Além disso, a possibilidade de poder comprar alimentos sem precisar sair de casa permite que não seja necessário fazer estoque de alimentos. Assim, não há riscos de os alimentos vencerem na despensa das residências, nem a obrigação de ir ao supermercado fazer compras trabalhosas.

O morador compra apenas o que precisa agora – e está tudo bem.

Deste modo, o mercadinho acaba sendo uma vantagem para condomínios localizados em áreas afastadas do comércio, bem como torna a compra de insumos mais acessível para idosos, pessoas com deficiência (PCD) e trabalhadores com pouco tempo disponível.

Uma renda extra para o condomínio

Dependendo da empresa selecionada para fornecer o serviço de mercado ou loja de conveniência dentro do condomínio, não há custos de instalação e o condomínio ainda adquire uma renda extra. Esse é o caso da Minha Quitandinha.

“Para os condomínios, ter este tipo de mercado autônomo não gera nenhum custo, muito pelo contrário, é uma excelente oportunidade para gerar cashback que pode ser utilizado em benfeitorias para o próprio condomínio, além de valorizar o empreendimento como um todo e os imóveis dos moradores”, resumiu o CRO Douglas Pena.

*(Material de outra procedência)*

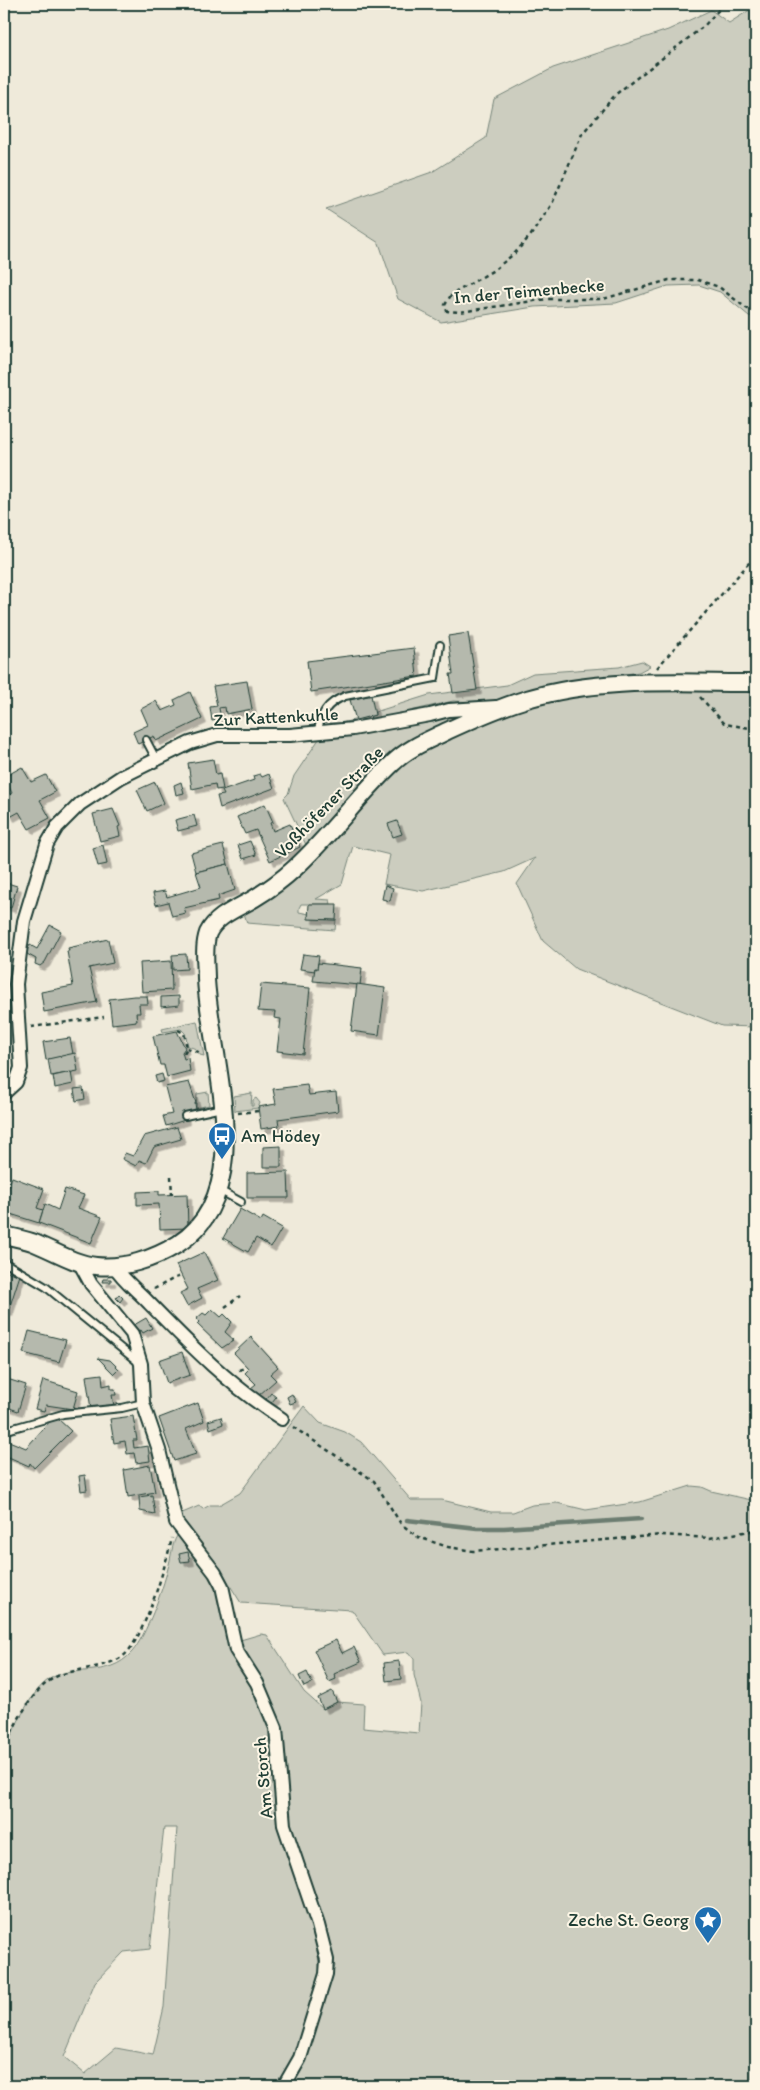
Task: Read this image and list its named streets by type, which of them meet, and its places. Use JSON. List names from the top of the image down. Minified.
{"streets":{"street":["Zur Kattenkuhle","Voßhöfener Straße","Am Storch"],"path":["In der Teimenbecke"]},"crossings":[["Zur Kattenkuhle","Voßhöfener Straße"],["Voßhöfener Straße","Am Storch"]],"places":{"bus stop":["Am Hödey"],"place":["Zeche St. Georg"]}}
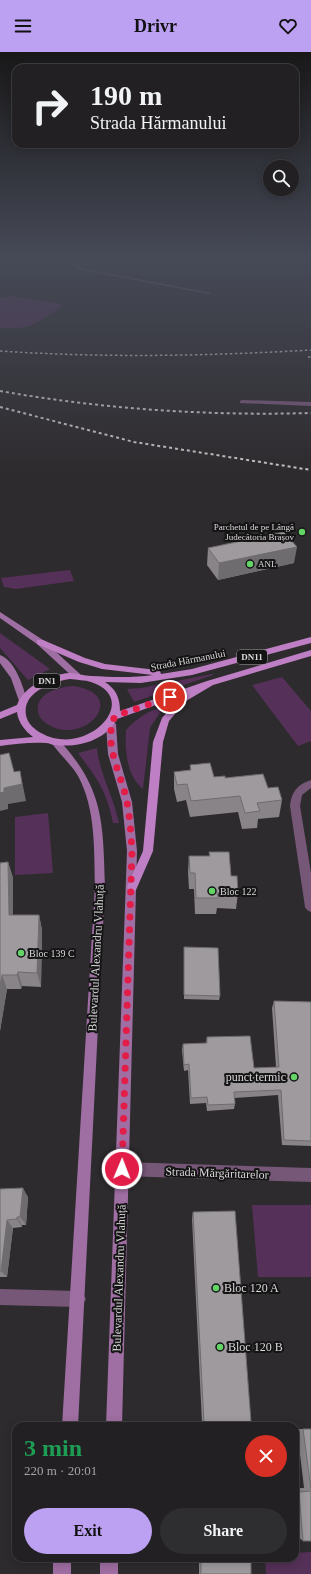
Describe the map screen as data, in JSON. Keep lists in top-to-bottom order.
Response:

O cashback citado por Douglas é um reembolso, em que uma porcentagem da quantia arrecadada na venda dos produtos será devolvida ao condomínio.

Seguindo essa lógica oferecida pela Minha Quitandinha, o(a) síndico(a) e nem a administradora do condomínio precisam se envolver ativamente com a logística da loja.

“O síndico e a administradora não têm nenhum envolvimento, apenas recebem os elogios ao oferecer essa comodidade aos condôminos”, simplificou Douglas Pena, CRO e sócio da Minha Quitandinha.

Mercadinho em condomínio - Minha Quitandinha
Divulgação Minha Quitandinha

No entanto, se o condomínio não possuir espaço nas áreas comuns ou possuir uma grande taxa de inadimplência, não vale a pena investir em uma iniciativa como essa.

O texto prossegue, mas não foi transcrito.